This is not a piece that is an emotional outpour. Nor is this a tribute to anyone.

This is to remind ourselves that people are far better than what we actually think or imagine. If each one of us can look back at the path traversed or dig ourselves a little deeper, we will realise.

And I realise this very much after the passing away of my father. I am sure that each one of us will find this truth not just in our parents but all those who have been with us, are with us, parted ways from us, separated from us and left us, forever.

I may not have been as emotional as I was when my mother passed away, but as his passing away sinks in with every passing hour, it makes me realise his value, valour and what not. (It is an altogether different matter that a mother means everything especially for a man.) Before the anger in youth hood got the better of my senses, my father was a hero for me. I could have been either seven or eight years old when I woke up to noises in the neighbourhood at midnight.
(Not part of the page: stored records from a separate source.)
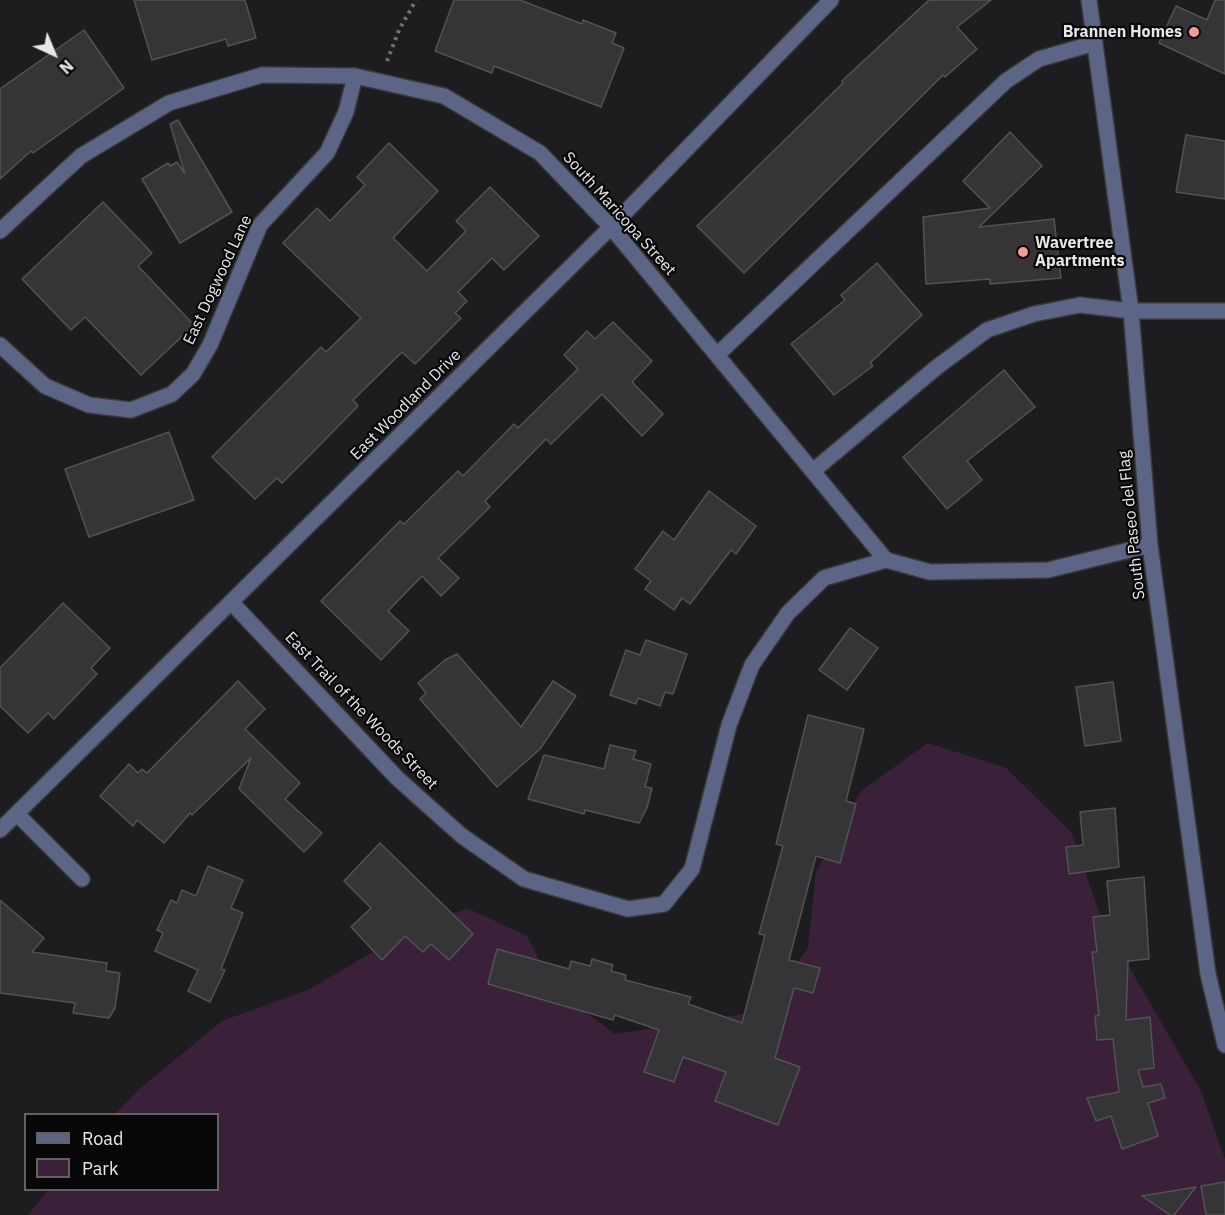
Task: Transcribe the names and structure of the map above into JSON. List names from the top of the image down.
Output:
{
  "streets": {
    "street": [
      "South Maricopa Street",
      "East Dogwood Lane",
      "East Woodland Drive",
      "South Paseo del Flag",
      "East Trail of the Woods Street"
    ]
  },
  "crossings": [
    ["South Maricopa Street", "East Dogwood Lane"],
    ["South Maricopa Street", "East Woodland Drive"],
    ["South Maricopa Street", "East Trail of the Woods Street"],
    ["East Woodland Drive", "East Trail of the Woods Street"]
  ],
  "places": ["Brannen Homes", "Wavertree Apartments"],
  "legend": ["Road", "Park"],
  "north": "bottom right"
}
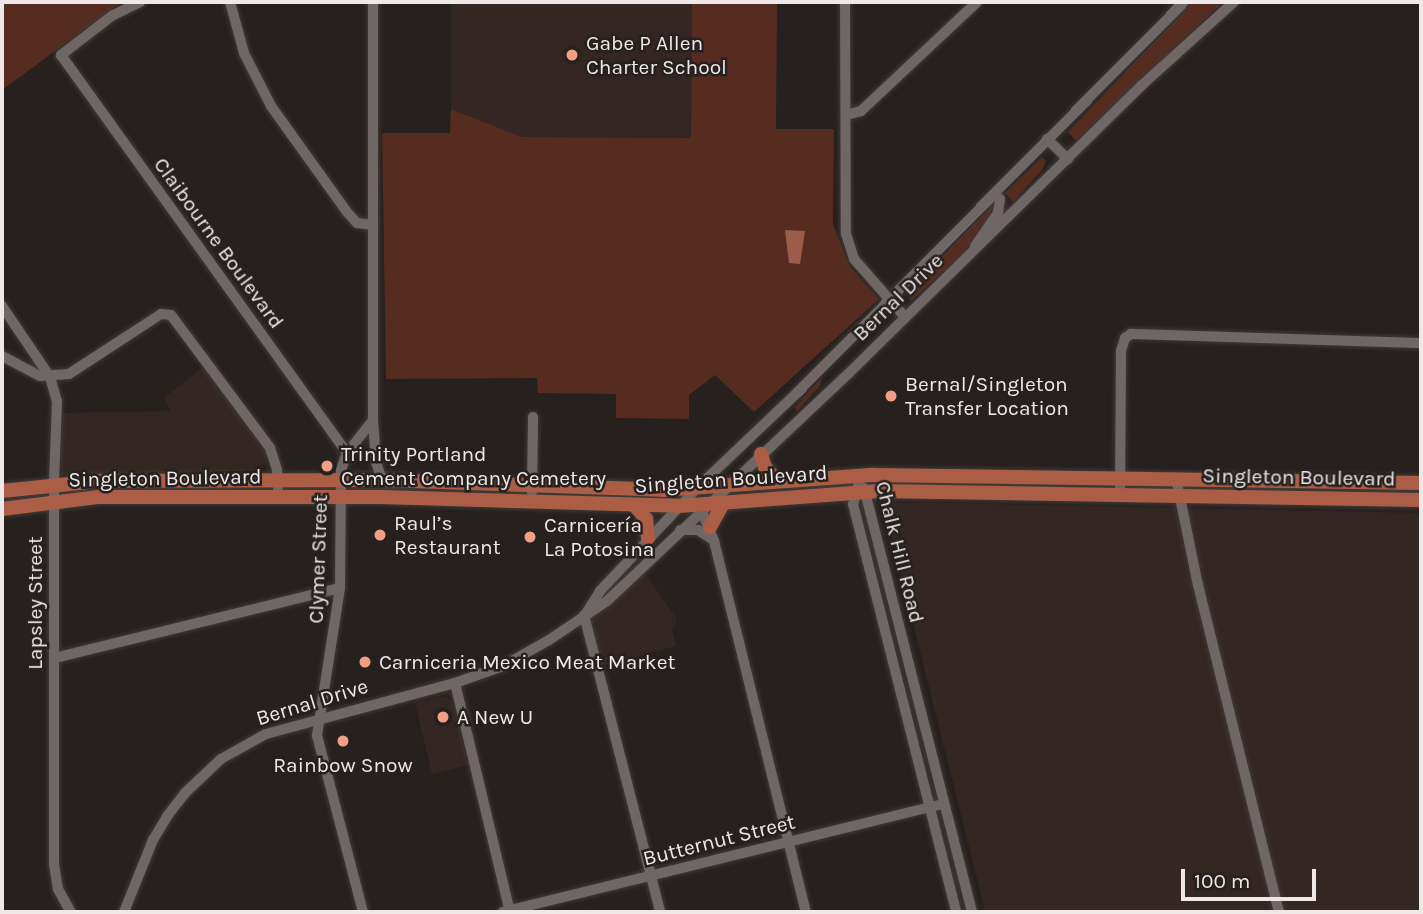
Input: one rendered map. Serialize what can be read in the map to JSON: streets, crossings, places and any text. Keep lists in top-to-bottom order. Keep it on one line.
{"streets":{"main road":["Singleton Boulevard"],"street":["Claibourne Boulevard","Bernal Drive","Chalk Hill Road","Clymer Street","Lapsley Street","Butternut Street"]},"crossings":[["Claibourne Boulevard","Clymer Street"],["Bernal Drive","Singleton Boulevard"],["Bernal Drive","Clymer Street"],["Singleton Boulevard","Chalk Hill Road"],["Singleton Boulevard","Clymer Street"],["Singleton Boulevard","Lapsley Street"],["Chalk Hill Road","Butternut Street"]],"places":["Gabe P Allen Charter School","Bernal/Singleton Transfer Location","Trinity Portland Cement Company Cemetery","Raul’s Restaurant","Carnicería La Potosina","Carniceria Mexico Meat Market","A New U","Rainbow Snow"],"scale_bar":"100 m"}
As I woke up, I found the entire neighbourhood gathered on the road with man who looked dark sitting in the middle with his hands tied to his back. Standing next to him was my dad and another neighbour. It was a thief who was caught from the next house with my dad and the neighbour taking the lead in thrashing him. In fact, they slapped him so hard that his mouth was torn. It was an event that I could boast of for years with friends.
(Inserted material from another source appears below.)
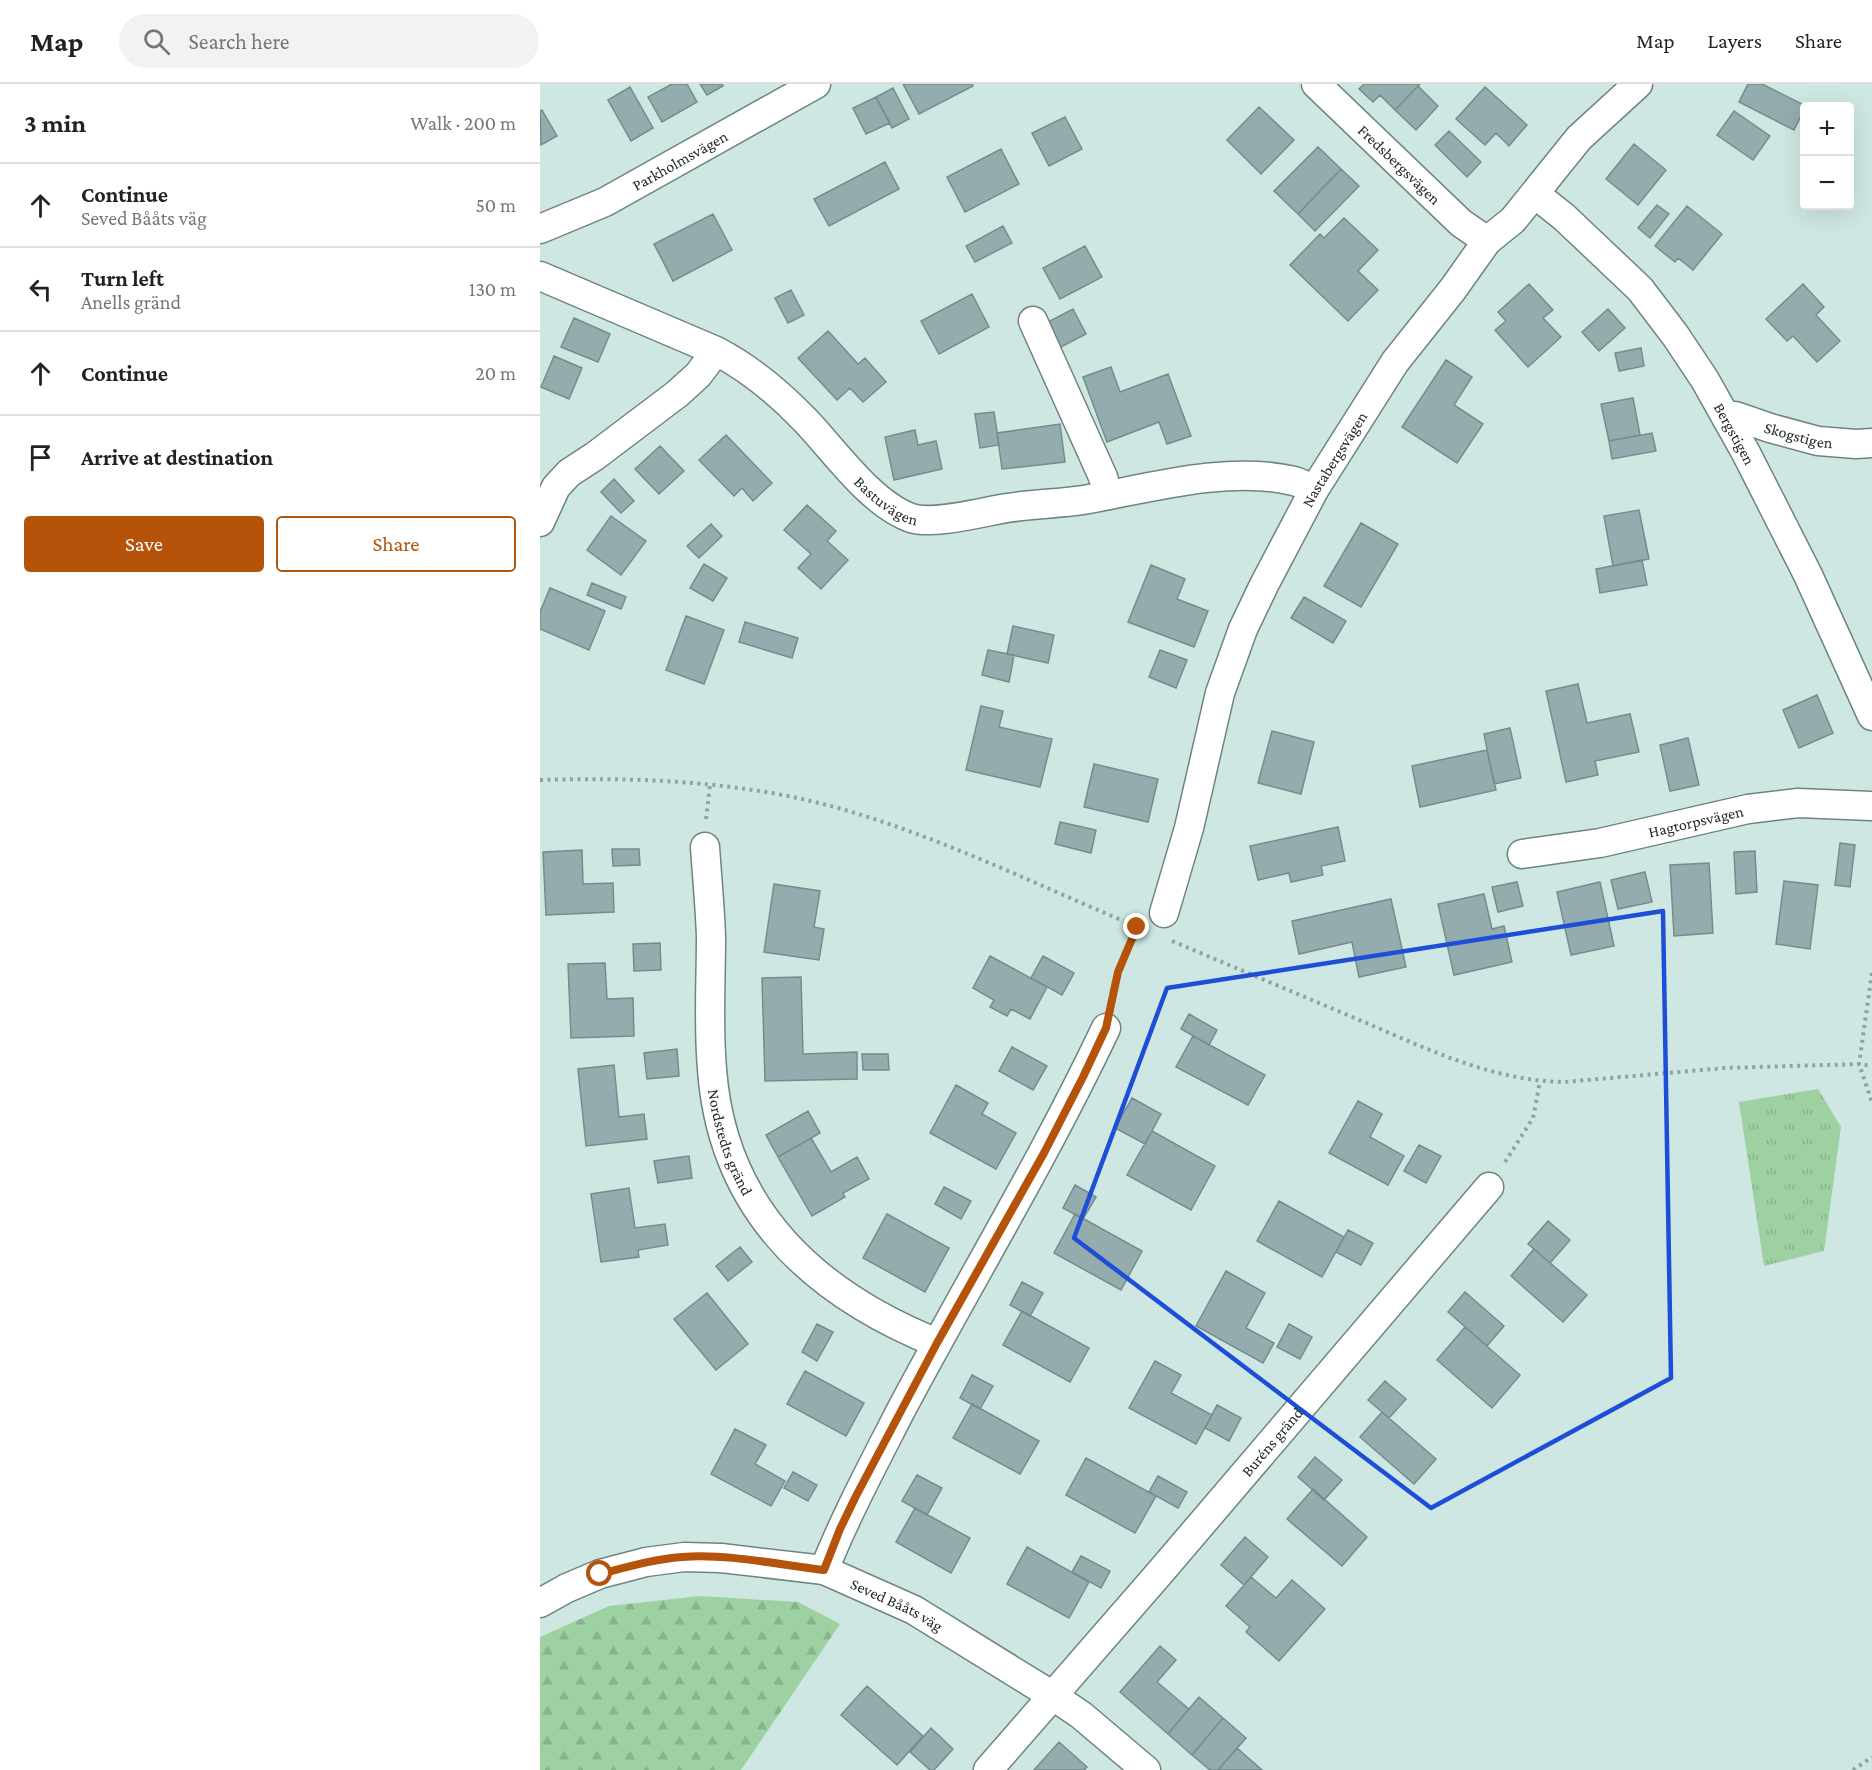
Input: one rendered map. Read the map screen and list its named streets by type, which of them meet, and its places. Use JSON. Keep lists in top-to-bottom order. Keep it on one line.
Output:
{"streets":{"street":["Parkholmsvägen","Fredsbergsvägen","Bergstigen","Skogstigen","Nastabergsvägen","Bastuvägen","Hagtorpsvägen","Nordstedts gränd","Buréns gränd","Seved Bååts väg"]},"crossings":[["Fredsbergsvägen","Nastabergsvägen"],["Bergstigen","Skogstigen"],["Bergstigen","Nastabergsvägen"],["Nastabergsvägen","Bastuvägen"],["Buréns gränd","Seved Bååts väg"]],"page":{"header":"Map","search":"Search here","nav":["Map","Layers","Share"],"heading":["3 min","Walk · 200 m"],"map_buttons":["+","−"],"list":[["Continue","Seved Bååts väg","50 m"],["Turn left","Anells gränd","130 m"],["Continue","20 m"],"Arrive at destination"],"buttons":["Save","Share"]}}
The other occasion to see his courage was when a local bully caught my neck and hurt me. As I returned home in tears, my parents got to know what happened. The next minute my dad rushed to the place where the bully was and lifted him by neck and swung him asking: “Why did you catch my son by his neck?” That the person he was dealing with was a bully and weighed over six stones never crossed his mind.

Maybe, his Navy background helped. Maybe, he had a strong forearm that he developed playing volleyball. More than that, he was bold enough to take on anyone if he knew he was right. Another occasion that reminds me of his courage was when he entered a pawn broker’s shop to physically lift the owner by his collar for slapping me. I was slapped because I, a boy hardly 10 years of age, was winking! No doubt, my dad was like other males who had a super ego but I was a beneficiary of those few occasions when he tended to listen to my mother’s reasoning.

He put me in a school where my mother wanted me to go. And he was a good cook too!

Until he lost interest, there was never a Diwali without those delicious jangree or jilabis that he made. He was an expert in also making coconut milk kheer. I can recall many instances of my relatives asking him to make the kheer for special occasions. There have been times when he cooked food for us and even made my mother admit that he was a better cook than her. His only drawback was that he needed an assistant.

Sometimes, he could leave people wondering with his tactics but they had their own reasons. On one occasion, I fell into a well but managed to cling on to the rope and shout for help. A couple of people managed to pull me out. Even as I kept crying, my father returned from work. The first thing he did on getting to know what happened was to whack me on my thigh. When a neighbour asked him why he was beating me, he said “that will make him forget the incident of having fallen in the well.”

My father also taught us in helping others, especially when someone died at their home. Usually, people even in our own homes tend to fear or keep away from the body of a dead relative. As a result, the body may not be properly covered or placed.

There have been occasions when he would call us, his children, and set things right, either tying the big toes or the wrists or tightening the jaws or placing it with the head facing South. There is this one incident that I can be proud of still, again when I was in school. The neighbour next door was crushed to pieces by the Tirupati-Chennai Balaji Express as he tried to cross the track to catch a train on the other track. The next day even as his relatives and friends, besides Railway porters, hesitated to pick up the pieces of the body, he just stepped in front and began putting them in the box that was meant to carry the remnants.

As a father, he was particular about the company I kept and on one occasion bragged to my mother: “Do you know your son has picked up good friends?” This was when he saw a few from my neighbourhood invited me to play soccer with them when I was hardly eight.

Time can change people, including our kith and kin. But their deeds that sometimes are the guiding lights of our life can never vanish. They will live with us, forever!